[Stored dataset items]
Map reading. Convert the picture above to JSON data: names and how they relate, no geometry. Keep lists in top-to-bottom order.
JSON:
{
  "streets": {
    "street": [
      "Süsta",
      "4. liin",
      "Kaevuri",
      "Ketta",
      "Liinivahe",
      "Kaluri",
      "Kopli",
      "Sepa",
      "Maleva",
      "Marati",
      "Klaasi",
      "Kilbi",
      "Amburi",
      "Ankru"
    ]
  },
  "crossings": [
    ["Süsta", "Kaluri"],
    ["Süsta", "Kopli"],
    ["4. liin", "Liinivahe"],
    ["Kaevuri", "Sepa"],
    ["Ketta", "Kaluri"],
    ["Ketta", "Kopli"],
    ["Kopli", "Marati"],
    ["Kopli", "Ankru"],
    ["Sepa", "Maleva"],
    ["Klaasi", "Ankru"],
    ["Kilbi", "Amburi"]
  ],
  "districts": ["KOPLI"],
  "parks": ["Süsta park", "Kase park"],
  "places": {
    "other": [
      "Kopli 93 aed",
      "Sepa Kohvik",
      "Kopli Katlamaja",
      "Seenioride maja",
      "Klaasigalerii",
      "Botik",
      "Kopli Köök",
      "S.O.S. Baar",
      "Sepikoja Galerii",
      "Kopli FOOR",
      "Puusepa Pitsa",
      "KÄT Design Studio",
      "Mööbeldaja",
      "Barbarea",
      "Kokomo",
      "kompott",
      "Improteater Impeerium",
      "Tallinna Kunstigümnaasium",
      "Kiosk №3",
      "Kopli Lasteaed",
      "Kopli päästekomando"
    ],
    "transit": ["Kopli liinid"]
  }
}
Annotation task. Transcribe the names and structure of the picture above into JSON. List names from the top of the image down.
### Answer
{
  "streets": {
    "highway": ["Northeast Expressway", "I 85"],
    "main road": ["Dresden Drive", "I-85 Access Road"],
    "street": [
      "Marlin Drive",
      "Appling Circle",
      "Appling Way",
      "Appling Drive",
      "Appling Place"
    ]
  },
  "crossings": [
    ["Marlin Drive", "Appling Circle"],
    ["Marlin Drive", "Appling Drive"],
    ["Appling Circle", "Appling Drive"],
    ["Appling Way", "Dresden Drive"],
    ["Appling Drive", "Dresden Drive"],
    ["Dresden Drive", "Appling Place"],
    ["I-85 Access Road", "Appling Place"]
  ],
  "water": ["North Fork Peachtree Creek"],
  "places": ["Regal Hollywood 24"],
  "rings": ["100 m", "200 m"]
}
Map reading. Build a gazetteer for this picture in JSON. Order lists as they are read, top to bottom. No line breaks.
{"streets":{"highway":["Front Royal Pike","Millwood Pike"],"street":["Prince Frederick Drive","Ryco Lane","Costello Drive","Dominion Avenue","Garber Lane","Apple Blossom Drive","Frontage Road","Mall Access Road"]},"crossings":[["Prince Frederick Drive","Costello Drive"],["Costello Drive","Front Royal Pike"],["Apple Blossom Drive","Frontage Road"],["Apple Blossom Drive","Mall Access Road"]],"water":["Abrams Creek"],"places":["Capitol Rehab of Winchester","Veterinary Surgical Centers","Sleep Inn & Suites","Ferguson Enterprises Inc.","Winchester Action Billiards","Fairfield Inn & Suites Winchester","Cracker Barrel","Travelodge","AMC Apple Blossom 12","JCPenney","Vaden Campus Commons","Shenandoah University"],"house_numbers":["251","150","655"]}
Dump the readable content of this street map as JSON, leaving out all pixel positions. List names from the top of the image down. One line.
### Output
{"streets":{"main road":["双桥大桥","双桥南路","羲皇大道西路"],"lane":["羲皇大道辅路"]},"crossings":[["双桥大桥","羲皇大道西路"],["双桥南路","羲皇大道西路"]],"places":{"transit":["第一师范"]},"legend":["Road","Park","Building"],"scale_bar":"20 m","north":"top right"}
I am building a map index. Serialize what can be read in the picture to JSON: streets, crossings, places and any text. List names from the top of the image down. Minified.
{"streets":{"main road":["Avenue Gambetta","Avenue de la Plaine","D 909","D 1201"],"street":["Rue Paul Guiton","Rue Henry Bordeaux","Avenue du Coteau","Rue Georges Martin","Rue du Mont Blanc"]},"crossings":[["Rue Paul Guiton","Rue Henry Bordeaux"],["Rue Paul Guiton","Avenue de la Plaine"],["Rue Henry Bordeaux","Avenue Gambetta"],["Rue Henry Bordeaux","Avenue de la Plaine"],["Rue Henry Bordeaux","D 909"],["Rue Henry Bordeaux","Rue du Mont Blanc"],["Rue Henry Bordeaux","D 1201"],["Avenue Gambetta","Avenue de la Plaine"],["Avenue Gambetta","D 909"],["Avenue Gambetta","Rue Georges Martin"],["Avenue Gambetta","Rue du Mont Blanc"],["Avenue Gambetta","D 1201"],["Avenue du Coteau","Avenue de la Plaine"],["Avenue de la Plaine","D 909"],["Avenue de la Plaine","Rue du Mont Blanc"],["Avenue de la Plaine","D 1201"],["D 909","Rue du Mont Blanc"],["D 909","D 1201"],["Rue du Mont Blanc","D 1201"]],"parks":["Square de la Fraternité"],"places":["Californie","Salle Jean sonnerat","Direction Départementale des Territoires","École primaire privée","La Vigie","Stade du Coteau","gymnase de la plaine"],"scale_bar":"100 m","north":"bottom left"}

■ TASK DESCRIPTION
A complete, exact copy of the entries is required.

■ EXERCISE ANSWER
Map reading. Convert the picture above to JSON data: names and how they relate, no geometry. Keep lists in top-to-bottom order.
JSON:
{
  "streets": {
    "street": [
      "Süsta",
      "4. liin",
      "Kaevuri",
      "Ketta",
      "Liinivahe",
      "Kaluri",
      "Kopli",
      "Sepa",
      "Maleva",
      "Marati",
      "Klaasi",
      "Kilbi",
      "Amburi",
      "Ankru"
    ]
  },
  "crossings": [
    ["Süsta", "Kaluri"],
    ["Süsta", "Kopli"],
    ["4. liin", "Liinivahe"],
    ["Kaevuri", "Sepa"],
    ["Ketta", "Kaluri"],
    ["Ketta", "Kopli"],
    ["Kopli", "Marati"],
    ["Kopli", "Ankru"],
    ["Sepa", "Maleva"],
    ["Klaasi", "Ankru"],
    ["Kilbi", "Amburi"]
  ],
  "districts": ["KOPLI"],
  "parks": ["Süsta park", "Kase park"],
  "places": {
    "other": [
      "Kopli 93 aed",
      "Sepa Kohvik",
      "Kopli Katlamaja",
      "Seenioride maja",
      "Klaasigalerii",
      "Botik",
      "Kopli Köök",
      "S.O.S. Baar",
      "Sepikoja Galerii",
      "Kopli FOOR",
      "Puusepa Pitsa",
      "KÄT Design Studio",
      "Mööbeldaja",
      "Barbarea",
      "Kokomo",
      "kompott",
      "Improteater Impeerium",
      "Tallinna Kunstigümnaasium",
      "Kiosk №3",
      "Kopli Lasteaed",
      "Kopli päästekomando"
    ],
    "transit": ["Kopli liinid"]
  }
}
Annotation task. Transcribe the names and structure of the picture above into JSON. List names from the top of the image down.
### Answer
{
  "streets": {
    "highway": ["Northeast Expressway", "I 85"],
    "main road": ["Dresden Drive", "I-85 Access Road"],
    "street": [
      "Marlin Drive",
      "Appling Circle",
      "Appling Way",
      "Appling Drive",
      "Appling Place"
    ]
  },
  "crossings": [
    ["Marlin Drive", "Appling Circle"],
    ["Marlin Drive", "Appling Drive"],
    ["Appling Circle", "Appling Drive"],
    ["Appling Way", "Dresden Drive"],
    ["Appling Drive", "Dresden Drive"],
    ["Dresden Drive", "Appling Place"],
    ["I-85 Access Road", "Appling Place"]
  ],
  "water": ["North Fork Peachtree Creek"],
  "places": ["Regal Hollywood 24"],
  "rings": ["100 m", "200 m"]
}
Map reading. Build a gazetteer for this picture in JSON. Order lists as they are read, top to bottom. No line breaks.
{"streets":{"highway":["Front Royal Pike","Millwood Pike"],"street":["Prince Frederick Drive","Ryco Lane","Costello Drive","Dominion Avenue","Garber Lane","Apple Blossom Drive","Frontage Road","Mall Access Road"]},"crossings":[["Prince Frederick Drive","Costello Drive"],["Costello Drive","Front Royal Pike"],["Apple Blossom Drive","Frontage Road"],["Apple Blossom Drive","Mall Access Road"]],"water":["Abrams Creek"],"places":["Capitol Rehab of Winchester","Veterinary Surgical Centers","Sleep Inn & Suites","Ferguson Enterprises Inc.","Winchester Action Billiards","Fairfield Inn & Suites Winchester","Cracker Barrel","Travelodge","AMC Apple Blossom 12","JCPenney","Vaden Campus Commons","Shenandoah University"],"house_numbers":["251","150","655"]}
Dump the readable content of this street map as JSON, leaving out all pixel positions. List names from the top of the image down. One line.
### Output
{"streets":{"main road":["双桥大桥","双桥南路","羲皇大道西路"],"lane":["羲皇大道辅路"]},"crossings":[["双桥大桥","羲皇大道西路"],["双桥南路","羲皇大道西路"]],"places":{"transit":["第一师范"]},"legend":["Road","Park","Building"],"scale_bar":"20 m","north":"top right"}
I am building a map index. Serialize what can be read in the picture to JSON: streets, crossings, places and any text. List names from the top of the image down. Minified.
{"streets":{"main road":["Avenue Gambetta","Avenue de la Plaine","D 909","D 1201"],"street":["Rue Paul Guiton","Rue Henry Bordeaux","Avenue du Coteau","Rue Georges Martin","Rue du Mont Blanc"]},"crossings":[["Rue Paul Guiton","Rue Henry Bordeaux"],["Rue Paul Guiton","Avenue de la Plaine"],["Rue Henry Bordeaux","Avenue Gambetta"],["Rue Henry Bordeaux","Avenue de la Plaine"],["Rue Henry Bordeaux","D 909"],["Rue Henry Bordeaux","Rue du Mont Blanc"],["Rue Henry Bordeaux","D 1201"],["Avenue Gambetta","Avenue de la Plaine"],["Avenue Gambetta","D 909"],["Avenue Gambetta","Rue Georges Martin"],["Avenue Gambetta","Rue du Mont Blanc"],["Avenue Gambetta","D 1201"],["Avenue du Coteau","Avenue de la Plaine"],["Avenue de la Plaine","D 909"],["Avenue de la Plaine","Rue du Mont Blanc"],["Avenue de la Plaine","D 1201"],["D 909","Rue du Mont Blanc"],["D 909","D 1201"],["Rue du Mont Blanc","D 1201"]],"parks":["Square de la Fraternité"],"places":["Californie","Salle Jean sonnerat","Direction Départementale des Territoires","École primaire privée","La Vigie","Stade du Coteau","gymnase de la plaine"],"scale_bar":"100 m","north":"bottom left"}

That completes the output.